A primary limitation in our method comes from our choice to use the k-means clustering algorithm. Recall that the k-means clustering algorithm places centroids, or the average vector of the points belonging to a cluster, within the clustering space and then adds data points to each of the clusters based on their proximity to the cluster centroids. The placement of these centroids is somewhat random. This does not mean that the clusters themselves are random, and the clusters in this analysis tend to closely align between random states, but the random variation makes it difficult to make claims about cross-sectional or longitudinal changes between student groups. Future work may include new strategies that can allow a researcher to make claims about how students transition between these clusters with more domain-specific knowledge preparation. As of this time, these methods may be best used as a means of characterizing a dataset as a whole. Future work may involve the use of different methods of clustering data.
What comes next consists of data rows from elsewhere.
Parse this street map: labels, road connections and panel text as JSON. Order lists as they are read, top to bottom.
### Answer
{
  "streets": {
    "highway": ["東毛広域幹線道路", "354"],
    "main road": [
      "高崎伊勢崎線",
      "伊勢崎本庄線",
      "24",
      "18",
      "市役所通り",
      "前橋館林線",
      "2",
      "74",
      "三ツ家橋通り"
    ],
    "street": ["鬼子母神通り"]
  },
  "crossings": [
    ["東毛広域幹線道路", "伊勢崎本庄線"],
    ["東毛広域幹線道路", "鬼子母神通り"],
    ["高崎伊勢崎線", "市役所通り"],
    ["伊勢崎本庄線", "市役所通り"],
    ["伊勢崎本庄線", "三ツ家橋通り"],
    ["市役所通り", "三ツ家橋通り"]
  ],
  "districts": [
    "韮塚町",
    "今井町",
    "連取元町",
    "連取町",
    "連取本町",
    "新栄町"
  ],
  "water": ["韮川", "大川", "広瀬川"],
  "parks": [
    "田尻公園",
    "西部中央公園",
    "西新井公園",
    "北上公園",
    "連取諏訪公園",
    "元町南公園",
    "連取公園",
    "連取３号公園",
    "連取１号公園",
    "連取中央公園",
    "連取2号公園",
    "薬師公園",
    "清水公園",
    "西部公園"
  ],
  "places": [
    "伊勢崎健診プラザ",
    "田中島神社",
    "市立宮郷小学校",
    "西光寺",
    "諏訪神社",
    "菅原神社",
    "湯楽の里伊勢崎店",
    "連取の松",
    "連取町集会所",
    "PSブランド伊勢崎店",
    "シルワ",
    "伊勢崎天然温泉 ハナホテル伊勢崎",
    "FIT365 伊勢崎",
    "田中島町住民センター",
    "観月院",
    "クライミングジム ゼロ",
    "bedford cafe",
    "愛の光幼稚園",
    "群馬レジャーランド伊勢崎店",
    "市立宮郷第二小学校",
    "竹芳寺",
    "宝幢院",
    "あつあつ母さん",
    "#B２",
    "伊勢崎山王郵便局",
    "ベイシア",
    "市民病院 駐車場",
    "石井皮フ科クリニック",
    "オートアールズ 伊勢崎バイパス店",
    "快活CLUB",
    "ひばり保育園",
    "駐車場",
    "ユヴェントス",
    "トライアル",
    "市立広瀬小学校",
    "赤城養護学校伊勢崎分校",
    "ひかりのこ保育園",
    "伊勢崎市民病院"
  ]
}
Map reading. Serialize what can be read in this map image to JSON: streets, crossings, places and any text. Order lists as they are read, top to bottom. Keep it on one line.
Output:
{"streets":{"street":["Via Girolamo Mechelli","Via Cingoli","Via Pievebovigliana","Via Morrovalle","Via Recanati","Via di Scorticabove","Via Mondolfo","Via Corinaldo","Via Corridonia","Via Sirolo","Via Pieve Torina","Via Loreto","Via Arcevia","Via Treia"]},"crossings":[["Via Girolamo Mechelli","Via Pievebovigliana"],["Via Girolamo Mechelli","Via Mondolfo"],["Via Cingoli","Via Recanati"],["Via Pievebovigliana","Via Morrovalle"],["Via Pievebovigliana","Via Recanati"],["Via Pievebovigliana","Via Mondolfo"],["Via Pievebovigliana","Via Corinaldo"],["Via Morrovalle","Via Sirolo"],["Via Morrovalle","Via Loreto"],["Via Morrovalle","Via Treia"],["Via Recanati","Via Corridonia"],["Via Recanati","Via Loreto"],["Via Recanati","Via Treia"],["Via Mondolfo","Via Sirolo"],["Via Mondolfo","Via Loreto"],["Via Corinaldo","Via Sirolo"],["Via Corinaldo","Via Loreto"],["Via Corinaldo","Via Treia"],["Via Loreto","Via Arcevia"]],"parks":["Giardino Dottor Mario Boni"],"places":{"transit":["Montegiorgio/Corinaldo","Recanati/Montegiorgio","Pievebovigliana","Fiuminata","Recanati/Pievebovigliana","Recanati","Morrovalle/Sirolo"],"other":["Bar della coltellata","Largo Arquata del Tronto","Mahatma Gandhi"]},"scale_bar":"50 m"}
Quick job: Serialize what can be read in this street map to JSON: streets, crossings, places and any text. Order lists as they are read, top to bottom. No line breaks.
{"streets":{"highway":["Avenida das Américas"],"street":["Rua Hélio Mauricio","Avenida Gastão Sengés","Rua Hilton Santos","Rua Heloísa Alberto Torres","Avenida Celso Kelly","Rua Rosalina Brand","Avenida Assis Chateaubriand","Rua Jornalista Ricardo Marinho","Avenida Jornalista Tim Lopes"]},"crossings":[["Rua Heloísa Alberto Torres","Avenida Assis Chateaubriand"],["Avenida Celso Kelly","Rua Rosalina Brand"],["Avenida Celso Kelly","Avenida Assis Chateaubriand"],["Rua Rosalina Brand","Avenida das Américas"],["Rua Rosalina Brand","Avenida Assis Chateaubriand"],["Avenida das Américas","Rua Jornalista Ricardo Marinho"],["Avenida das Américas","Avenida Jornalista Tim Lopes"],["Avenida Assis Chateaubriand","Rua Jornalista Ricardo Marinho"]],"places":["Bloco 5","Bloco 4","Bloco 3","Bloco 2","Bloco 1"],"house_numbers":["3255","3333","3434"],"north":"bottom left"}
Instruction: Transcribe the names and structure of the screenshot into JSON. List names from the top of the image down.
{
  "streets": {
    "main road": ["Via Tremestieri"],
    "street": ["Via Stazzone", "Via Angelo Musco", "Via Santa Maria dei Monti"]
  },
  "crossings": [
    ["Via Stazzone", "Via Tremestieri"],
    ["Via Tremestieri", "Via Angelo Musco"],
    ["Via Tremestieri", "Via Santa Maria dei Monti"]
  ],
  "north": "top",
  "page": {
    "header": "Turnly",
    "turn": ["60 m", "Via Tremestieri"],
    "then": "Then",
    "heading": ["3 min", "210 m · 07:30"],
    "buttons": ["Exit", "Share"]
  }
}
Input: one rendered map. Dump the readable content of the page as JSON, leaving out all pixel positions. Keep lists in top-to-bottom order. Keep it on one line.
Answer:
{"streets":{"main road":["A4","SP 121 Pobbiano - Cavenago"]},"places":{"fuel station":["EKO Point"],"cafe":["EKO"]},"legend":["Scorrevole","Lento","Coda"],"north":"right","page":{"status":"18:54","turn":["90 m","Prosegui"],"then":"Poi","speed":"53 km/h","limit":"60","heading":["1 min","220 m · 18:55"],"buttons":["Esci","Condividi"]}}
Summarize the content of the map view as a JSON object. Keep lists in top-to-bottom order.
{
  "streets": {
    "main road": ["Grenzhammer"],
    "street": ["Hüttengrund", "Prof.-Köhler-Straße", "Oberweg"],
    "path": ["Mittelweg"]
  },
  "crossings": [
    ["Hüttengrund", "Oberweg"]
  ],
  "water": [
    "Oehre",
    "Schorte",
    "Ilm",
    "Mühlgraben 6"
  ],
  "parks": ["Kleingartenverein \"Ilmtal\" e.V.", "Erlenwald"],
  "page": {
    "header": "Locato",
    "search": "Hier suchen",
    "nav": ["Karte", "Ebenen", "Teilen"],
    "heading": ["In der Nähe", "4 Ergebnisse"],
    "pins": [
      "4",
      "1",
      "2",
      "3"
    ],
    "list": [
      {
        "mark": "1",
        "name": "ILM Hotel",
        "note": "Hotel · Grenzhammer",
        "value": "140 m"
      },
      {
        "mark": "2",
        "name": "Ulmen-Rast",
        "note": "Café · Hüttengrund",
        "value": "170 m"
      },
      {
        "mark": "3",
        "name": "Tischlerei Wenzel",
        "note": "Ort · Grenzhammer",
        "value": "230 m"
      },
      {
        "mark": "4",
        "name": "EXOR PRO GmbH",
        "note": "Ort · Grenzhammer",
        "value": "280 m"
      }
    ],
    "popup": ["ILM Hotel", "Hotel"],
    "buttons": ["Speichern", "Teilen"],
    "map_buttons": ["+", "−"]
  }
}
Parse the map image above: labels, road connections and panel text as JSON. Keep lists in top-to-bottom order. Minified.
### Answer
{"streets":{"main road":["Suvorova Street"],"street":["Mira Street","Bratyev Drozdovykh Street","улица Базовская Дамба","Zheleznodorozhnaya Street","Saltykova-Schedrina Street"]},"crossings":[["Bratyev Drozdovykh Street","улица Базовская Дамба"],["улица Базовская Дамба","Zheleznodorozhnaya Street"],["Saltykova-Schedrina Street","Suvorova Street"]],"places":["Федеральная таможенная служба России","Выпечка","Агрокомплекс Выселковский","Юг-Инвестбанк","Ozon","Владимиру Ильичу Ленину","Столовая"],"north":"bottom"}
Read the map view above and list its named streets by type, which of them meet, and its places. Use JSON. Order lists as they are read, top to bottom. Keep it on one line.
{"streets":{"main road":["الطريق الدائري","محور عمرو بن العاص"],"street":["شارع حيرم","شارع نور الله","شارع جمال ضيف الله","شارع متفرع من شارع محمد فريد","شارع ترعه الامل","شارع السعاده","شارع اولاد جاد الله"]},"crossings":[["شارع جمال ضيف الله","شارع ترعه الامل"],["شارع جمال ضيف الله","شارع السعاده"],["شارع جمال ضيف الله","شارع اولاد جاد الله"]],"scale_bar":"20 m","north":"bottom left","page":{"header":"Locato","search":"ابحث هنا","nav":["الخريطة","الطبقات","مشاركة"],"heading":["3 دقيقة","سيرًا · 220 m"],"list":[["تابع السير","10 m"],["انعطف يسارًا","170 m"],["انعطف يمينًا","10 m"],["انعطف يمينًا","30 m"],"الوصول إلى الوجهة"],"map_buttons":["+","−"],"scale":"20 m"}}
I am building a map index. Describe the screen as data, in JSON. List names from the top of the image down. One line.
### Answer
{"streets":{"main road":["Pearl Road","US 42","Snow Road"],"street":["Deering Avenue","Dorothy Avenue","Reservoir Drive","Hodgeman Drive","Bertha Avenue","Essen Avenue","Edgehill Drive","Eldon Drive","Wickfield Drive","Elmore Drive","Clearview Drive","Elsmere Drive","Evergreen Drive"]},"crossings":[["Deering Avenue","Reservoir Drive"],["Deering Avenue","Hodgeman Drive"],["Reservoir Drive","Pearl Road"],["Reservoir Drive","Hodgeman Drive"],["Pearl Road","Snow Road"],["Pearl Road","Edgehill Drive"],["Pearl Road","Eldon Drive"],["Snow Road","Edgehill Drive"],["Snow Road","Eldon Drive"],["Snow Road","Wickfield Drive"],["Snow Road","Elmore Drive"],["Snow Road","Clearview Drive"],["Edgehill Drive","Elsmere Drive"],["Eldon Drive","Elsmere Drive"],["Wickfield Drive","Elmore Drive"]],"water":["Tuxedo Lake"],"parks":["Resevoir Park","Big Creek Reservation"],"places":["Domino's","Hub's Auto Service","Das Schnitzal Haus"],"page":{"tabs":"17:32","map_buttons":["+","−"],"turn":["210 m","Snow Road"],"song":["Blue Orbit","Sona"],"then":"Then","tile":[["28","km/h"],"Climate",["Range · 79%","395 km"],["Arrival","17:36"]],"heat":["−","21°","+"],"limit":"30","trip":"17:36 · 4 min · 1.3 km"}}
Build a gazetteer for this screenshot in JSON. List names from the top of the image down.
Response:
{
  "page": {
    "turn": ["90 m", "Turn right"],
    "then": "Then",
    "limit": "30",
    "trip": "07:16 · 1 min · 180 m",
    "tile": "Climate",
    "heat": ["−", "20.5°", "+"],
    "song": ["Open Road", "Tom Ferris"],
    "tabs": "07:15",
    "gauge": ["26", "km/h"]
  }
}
Within the sort space, we were able to determine an optimal number of clusters. An optimal cluster is one that minimizes the variance within a cluster while maximizing the distinctness between clusters. However, there was no clear optimal number of clusters for the language space. Though the clusters within the language space are still qualitatively interpretable (i.e., there is a justifiable qualitative explanation for why those students ought to be placed in the same cluster), a quantitative metric to justify an optimal clustering does not exist. Future studies could explore the use of various algorithms to find optimal numbers of clusters.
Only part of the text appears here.